Data extract:
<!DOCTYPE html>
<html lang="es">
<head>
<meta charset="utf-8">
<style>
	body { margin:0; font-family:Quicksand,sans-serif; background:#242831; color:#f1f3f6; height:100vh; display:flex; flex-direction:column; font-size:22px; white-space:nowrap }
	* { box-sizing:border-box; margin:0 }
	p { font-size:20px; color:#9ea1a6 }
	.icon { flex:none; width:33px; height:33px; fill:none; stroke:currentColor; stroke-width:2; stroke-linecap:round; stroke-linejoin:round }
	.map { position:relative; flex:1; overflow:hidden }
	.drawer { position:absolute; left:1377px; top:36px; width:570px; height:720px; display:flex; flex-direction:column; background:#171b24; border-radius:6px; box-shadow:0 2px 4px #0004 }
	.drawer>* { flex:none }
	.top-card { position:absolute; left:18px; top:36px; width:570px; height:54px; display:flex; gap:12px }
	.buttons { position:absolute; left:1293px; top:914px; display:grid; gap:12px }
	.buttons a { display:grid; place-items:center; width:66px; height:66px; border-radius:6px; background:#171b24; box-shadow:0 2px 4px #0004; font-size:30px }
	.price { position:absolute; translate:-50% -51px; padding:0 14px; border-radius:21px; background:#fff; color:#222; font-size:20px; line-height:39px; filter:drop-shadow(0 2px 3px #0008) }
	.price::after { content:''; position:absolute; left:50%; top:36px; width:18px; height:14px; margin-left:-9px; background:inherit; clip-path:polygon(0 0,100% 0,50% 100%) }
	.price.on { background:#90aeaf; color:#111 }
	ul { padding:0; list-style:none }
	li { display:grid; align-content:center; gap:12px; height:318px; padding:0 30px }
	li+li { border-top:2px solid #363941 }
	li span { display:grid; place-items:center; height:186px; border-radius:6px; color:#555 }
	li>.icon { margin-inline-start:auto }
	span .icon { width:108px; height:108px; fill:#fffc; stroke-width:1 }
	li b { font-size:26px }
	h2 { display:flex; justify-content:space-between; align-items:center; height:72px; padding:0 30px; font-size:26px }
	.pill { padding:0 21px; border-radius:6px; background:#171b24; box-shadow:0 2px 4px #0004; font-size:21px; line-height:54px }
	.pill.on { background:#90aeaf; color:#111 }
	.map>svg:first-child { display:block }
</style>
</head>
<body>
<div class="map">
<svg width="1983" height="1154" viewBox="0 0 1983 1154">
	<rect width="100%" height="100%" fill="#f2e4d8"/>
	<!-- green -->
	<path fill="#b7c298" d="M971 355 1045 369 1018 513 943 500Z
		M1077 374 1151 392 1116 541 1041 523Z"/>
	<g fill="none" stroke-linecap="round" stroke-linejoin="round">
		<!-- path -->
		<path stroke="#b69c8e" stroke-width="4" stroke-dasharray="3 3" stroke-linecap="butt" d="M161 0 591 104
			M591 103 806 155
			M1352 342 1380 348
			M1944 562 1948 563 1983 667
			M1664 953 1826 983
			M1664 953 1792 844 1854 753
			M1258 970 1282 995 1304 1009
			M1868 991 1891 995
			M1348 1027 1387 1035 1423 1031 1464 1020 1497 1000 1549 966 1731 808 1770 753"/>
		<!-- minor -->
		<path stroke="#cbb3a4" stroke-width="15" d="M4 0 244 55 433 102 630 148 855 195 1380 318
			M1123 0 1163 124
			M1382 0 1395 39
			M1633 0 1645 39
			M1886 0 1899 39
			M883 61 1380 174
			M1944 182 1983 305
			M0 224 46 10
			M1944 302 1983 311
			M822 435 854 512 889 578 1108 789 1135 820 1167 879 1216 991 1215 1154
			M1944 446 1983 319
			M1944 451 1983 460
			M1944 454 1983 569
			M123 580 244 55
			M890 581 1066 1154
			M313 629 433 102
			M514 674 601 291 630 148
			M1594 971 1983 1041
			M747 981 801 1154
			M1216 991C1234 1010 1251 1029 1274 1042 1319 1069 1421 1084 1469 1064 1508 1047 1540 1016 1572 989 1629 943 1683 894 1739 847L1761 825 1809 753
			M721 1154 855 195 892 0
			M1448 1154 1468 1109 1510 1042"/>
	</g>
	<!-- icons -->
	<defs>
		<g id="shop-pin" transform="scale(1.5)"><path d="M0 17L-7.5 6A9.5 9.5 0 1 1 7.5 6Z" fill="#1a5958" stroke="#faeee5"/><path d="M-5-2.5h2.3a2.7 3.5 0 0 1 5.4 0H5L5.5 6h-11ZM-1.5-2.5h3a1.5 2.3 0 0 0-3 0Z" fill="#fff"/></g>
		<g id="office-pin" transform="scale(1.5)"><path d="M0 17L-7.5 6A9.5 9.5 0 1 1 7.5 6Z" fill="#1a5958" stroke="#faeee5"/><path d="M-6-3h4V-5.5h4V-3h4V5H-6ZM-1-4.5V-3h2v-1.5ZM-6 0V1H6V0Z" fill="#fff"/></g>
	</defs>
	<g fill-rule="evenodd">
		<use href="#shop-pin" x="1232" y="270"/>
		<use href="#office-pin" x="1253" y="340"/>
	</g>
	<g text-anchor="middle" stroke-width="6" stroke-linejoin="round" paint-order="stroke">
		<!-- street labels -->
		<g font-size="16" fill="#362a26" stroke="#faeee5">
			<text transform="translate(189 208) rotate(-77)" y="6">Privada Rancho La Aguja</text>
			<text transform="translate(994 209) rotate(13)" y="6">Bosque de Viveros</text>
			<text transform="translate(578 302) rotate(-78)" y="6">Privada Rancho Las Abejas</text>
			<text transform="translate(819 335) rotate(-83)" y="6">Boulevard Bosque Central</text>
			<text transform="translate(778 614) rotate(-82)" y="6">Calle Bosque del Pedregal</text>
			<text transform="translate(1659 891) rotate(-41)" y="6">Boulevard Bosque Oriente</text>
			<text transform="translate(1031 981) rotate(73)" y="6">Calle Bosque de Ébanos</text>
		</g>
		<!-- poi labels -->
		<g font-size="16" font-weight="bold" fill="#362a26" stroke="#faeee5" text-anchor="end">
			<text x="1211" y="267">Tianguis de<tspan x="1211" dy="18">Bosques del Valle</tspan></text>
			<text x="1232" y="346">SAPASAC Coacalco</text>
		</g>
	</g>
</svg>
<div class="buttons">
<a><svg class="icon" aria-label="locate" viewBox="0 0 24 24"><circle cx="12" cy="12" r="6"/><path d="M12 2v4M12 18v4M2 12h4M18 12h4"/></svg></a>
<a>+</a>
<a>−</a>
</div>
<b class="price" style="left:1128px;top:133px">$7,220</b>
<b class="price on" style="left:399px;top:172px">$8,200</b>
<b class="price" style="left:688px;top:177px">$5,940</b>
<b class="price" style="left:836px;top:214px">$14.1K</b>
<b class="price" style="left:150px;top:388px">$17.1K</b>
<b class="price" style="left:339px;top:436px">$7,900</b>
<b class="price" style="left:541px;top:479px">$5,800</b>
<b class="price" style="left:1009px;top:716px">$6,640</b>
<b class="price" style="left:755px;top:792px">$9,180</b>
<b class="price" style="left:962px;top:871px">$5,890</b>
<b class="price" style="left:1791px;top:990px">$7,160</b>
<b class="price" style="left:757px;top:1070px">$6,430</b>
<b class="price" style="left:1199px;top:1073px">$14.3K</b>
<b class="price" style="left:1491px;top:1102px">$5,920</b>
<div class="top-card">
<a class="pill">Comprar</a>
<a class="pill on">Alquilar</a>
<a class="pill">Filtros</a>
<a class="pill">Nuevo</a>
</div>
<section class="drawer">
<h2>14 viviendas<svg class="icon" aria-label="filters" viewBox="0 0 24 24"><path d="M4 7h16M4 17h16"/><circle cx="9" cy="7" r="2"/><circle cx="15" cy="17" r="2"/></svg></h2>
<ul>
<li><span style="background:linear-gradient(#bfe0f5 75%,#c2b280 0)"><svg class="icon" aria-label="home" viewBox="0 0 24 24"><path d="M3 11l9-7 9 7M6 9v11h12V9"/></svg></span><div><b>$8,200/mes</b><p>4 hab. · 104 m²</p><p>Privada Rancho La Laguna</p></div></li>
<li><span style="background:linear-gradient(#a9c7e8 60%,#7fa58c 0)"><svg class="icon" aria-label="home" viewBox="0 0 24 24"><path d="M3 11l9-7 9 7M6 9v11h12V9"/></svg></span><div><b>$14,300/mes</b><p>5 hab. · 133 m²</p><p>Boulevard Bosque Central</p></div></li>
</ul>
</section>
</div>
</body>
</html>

Your goal: Using the listing above, locate the lines that hold "none" and copy each one.

Exercise solution:
	.icon { flex:none; width:33px; height:33px; fill:none; stroke:currentColor; stroke-width:2; stroke-linecap:round; stroke-linejoin:round }
	.drawer>* { flex:none }
	ul { padding:0; list-style:none }
	<g fill="none" stroke-linecap="round" stroke-linejoin="round">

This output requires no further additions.